Wasserfall am Steinbergsee
Highlights
- Der Wasserfall am Steinbergsee in Hohen Neuendorf fließt über einen künstlichen Bachlauf mit 12 Metern Höhenunterschied.
- Die Anlage wurde 1928 entworfen und 1988 wiederhergestellt.
- Seit 1998 sponsert die Baugenossenschaft Freie Scholle die Betriebskosten des Wasserfalls.
Tipps
- Der Steinbergpark bietet eine ruhige Erholungsmöglichkeit mit Waldwegen und Bänken, ideal für Spaziergänge.
- Der künstliche Wasserfall am Steinbergsee ist nicht immer in Betrieb, der Park selbst lädt dennoch zum Verweilen ein.
- Kinder können sich an den Steinen im Wasserbereich austoben, auch wenn der Wasserfall trocken ist.
Eigenschaften
Über Wasserfall am Steinbergsee
Der Wasserfall am Steinbergsee befindet sich im Steinbergpark in Hohen Neuendorf im Landkreis Oberhavel, Brandenburg. Diese künstliche Wasseranlage zählt zu den bekanntesten Elementen des Parks und wurde bereits in den 1920er Jahren konzipiert. Der Wasserfall führt über einen künstlichen Bachlauf, der einen Höhenunterschied von etwa zwölf Metern überwindet und durch ein geschickt angelegtes System aus Findlingen und insgesamt neun Stromschnellen geführt wird. Das Wasser wird aus dem angrenzenden Steinbergsee gepumpt und fließt bei Betrieb der Anlage in mehreren Stufen talwärts zum See zurück.

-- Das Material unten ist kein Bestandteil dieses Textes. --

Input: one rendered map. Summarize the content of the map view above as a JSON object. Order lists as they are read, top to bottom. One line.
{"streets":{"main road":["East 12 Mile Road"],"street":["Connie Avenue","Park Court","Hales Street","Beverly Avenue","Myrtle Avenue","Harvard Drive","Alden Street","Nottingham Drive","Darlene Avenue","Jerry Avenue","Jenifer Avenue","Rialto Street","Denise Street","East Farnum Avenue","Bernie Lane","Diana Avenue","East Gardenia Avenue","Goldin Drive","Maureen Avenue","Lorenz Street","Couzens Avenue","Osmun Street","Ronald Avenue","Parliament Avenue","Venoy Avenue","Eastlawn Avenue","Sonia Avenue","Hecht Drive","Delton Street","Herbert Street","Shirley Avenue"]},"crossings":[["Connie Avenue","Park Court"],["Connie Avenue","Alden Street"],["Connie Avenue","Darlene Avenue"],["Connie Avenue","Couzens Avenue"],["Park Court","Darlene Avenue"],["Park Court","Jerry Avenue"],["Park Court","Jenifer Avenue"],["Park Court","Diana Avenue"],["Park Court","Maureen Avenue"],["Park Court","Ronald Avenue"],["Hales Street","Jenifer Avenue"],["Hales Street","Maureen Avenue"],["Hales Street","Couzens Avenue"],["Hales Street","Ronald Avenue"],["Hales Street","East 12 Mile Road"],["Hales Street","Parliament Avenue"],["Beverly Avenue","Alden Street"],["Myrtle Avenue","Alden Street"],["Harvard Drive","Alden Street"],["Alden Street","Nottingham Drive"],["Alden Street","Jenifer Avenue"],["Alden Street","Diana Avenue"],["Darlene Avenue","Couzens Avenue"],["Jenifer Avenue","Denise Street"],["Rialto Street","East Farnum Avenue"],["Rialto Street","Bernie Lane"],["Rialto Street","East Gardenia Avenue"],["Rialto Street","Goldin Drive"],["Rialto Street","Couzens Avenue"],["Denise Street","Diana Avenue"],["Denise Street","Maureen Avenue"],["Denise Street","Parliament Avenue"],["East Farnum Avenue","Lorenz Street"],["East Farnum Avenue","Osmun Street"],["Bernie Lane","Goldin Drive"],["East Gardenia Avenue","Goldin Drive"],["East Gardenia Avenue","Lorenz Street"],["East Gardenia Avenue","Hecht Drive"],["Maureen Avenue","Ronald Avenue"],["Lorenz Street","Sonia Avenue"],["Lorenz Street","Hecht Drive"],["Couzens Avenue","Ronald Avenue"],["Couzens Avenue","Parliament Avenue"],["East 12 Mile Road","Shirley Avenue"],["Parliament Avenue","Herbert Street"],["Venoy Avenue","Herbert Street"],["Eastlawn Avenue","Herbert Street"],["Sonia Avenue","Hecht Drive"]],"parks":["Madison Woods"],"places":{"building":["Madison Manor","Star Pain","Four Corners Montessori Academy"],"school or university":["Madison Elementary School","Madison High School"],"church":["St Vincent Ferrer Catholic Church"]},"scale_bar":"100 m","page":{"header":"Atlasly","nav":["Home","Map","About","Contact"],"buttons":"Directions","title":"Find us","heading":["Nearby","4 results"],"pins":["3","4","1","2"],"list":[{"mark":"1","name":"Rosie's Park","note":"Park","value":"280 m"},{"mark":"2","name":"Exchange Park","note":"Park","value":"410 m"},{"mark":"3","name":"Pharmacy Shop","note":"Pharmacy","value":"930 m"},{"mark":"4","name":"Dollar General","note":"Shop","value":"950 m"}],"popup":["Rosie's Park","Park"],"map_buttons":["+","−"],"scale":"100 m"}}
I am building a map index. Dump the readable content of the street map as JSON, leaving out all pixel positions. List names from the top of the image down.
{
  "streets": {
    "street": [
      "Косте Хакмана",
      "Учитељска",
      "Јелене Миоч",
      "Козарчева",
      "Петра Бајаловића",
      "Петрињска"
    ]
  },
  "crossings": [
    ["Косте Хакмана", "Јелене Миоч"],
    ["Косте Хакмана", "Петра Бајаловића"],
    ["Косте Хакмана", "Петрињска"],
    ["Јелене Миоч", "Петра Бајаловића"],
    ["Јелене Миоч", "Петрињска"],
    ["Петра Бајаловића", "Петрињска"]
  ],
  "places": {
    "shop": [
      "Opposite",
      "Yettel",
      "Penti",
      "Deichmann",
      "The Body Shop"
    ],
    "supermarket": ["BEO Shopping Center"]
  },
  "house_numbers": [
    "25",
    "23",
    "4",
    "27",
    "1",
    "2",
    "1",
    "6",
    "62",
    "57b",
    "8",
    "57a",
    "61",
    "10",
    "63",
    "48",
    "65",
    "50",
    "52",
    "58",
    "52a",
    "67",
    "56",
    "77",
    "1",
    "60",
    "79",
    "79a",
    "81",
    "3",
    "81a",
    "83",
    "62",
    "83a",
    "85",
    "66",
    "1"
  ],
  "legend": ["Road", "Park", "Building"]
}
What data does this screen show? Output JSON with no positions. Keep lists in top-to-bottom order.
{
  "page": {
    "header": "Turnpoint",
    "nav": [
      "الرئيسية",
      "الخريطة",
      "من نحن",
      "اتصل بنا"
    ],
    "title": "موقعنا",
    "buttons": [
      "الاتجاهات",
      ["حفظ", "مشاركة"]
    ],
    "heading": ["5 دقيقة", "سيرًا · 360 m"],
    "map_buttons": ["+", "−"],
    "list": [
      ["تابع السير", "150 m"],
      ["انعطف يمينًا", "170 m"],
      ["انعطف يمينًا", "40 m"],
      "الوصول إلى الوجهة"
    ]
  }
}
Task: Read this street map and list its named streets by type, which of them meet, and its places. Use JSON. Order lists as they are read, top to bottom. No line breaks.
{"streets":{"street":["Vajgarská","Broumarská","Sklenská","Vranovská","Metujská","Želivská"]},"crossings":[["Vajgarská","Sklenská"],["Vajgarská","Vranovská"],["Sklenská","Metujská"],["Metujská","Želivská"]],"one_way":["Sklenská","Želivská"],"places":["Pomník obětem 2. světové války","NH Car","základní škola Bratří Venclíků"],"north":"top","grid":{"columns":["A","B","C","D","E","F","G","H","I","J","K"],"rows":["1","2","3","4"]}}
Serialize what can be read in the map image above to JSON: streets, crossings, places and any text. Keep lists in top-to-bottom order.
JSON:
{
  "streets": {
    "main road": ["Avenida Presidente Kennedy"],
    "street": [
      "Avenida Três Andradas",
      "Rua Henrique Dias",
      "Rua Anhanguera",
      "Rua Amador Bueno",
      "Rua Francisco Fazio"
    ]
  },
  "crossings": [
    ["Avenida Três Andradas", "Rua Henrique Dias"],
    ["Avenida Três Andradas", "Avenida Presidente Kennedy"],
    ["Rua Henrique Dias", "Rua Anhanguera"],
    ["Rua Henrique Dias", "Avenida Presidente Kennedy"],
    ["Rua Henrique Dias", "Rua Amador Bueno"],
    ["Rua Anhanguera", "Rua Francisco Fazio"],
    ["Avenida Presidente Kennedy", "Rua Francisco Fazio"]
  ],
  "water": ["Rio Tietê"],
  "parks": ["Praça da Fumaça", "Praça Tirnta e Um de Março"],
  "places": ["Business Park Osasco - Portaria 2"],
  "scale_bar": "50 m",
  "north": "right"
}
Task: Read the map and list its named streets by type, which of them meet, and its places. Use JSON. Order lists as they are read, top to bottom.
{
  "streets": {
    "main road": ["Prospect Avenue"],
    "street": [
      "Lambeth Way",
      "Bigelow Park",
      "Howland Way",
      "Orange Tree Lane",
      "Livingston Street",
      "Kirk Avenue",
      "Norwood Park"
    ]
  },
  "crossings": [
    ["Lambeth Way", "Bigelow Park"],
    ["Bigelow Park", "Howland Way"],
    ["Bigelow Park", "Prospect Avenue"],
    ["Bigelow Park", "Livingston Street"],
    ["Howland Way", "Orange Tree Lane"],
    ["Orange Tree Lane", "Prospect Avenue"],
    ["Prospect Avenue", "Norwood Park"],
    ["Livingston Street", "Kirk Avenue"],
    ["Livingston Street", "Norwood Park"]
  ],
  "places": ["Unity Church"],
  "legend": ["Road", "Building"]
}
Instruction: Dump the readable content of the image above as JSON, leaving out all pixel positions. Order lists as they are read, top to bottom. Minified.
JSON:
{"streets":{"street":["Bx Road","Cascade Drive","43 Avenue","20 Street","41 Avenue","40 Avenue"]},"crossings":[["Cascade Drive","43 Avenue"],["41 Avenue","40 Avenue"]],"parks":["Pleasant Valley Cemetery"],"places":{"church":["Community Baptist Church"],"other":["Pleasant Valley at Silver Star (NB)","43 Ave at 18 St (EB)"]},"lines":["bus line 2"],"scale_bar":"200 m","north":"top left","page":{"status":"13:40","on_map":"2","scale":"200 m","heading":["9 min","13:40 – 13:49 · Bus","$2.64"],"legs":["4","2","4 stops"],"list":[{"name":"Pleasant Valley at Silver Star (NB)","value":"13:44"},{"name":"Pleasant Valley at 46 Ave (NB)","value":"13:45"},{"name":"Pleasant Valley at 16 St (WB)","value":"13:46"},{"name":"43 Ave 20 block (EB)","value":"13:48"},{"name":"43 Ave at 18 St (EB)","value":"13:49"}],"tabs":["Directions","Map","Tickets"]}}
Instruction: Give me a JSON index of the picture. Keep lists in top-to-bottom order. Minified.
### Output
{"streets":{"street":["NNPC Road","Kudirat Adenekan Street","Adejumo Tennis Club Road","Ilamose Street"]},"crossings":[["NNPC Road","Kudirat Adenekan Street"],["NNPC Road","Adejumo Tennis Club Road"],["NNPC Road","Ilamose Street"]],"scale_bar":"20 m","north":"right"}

Der Steinbergpark gilt als eines der beliebtesten Naherholungsgebiete in Berlin und erstreckt sich über rund 35 Hektar nahe der Siedlung Tegel sowie an der Grenze zu Waidmannslust und Wittenau. Neben dichten Kiefernbeständen und Laubgehölzen bietet der Park verschiedene Erholungsmöglichkeiten, darunter Wander- und Radwege sowie eine historische Rodelbahn, die seit 1926 besteht. Der Weg durch den Park, einst als „Suppenschlagweg“ bekannt, erinnert an die Arbeitsbeschaffungsmaßnahmen der 1920er Jahre, bei denen Arbeiter täglich eine Mahlzeit erhielten.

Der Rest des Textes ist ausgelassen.